DETAILED ACTION
Notice of Pre-AIA or AIA Status
The present application, filed on or after March 16, 2013, is being examined under the first inventor to file provisions of the AIA .
This action is in response to the amendment filed on 4/28/2026. Claims 1-5, 8-22 are pending and have been considered below.
Response to Arguments
Applicant’s response with respect to claim(s) filed 4/28 has been fully considered. In view of the amendment, claims 1-5, 8-15 are allowable over the prior art of record; but the arguments regarding claims 16-22 are moot in view of new ground of rejection necessitated by the amendment as set forth below in this official communication.
Claim Rejections - 35 USC § 103
In the event the determination of the status of the application as subject to AIA 35 U.S.C. 102 and 103 (or as subject to pre-AIA 35 U.S.C. 102 and 103) is incorrect, any correction of the statutory basis (i.e., changing from AIA to pre-AIA ) for the rejection will not be considered a new ground of rejection if the prior art relied upon, and the rationale supporting the rejection, would be the same under either status.
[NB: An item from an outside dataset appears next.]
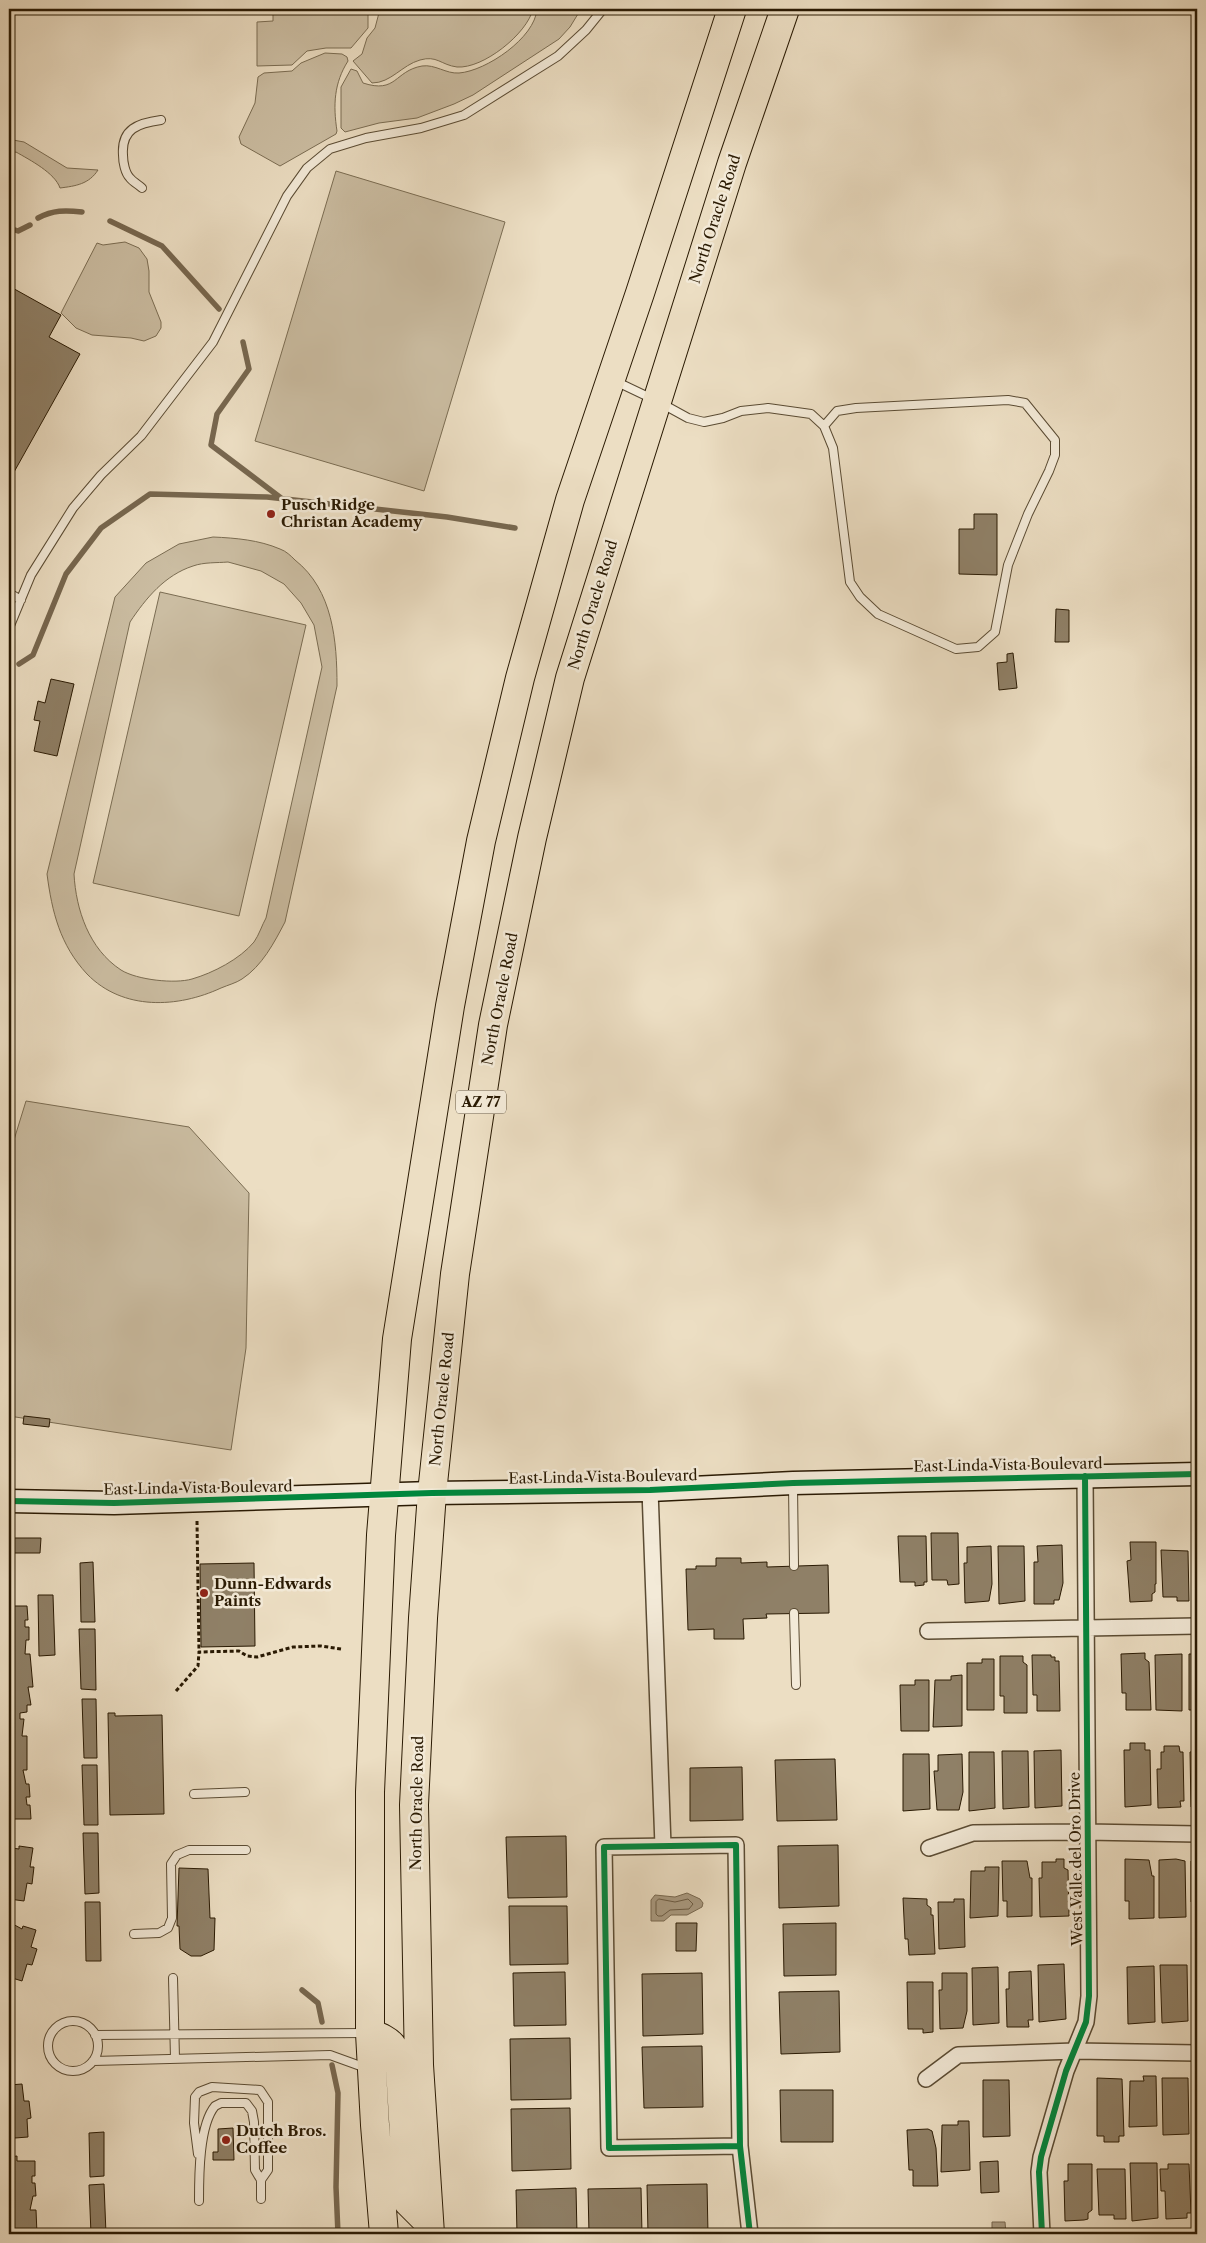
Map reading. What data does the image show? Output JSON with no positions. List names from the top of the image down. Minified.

The following is a quotation of 35 U.S.C. 103 which forms the basis for all obviousness rejections set forth in this Office action:
A patent for a claimed invention may not be obtained, notwithstanding that the claimed invention is not identically disclosed as set forth in section 102, if the differences between the claimed invention and the prior art are such that the claimed invention as a whole would have been obvious before the effective filing date of the claimed invention to a person having ordinary skill in the art to which the claimed invention pertains. Patentability shall not be negated by the manner in which the invention was made.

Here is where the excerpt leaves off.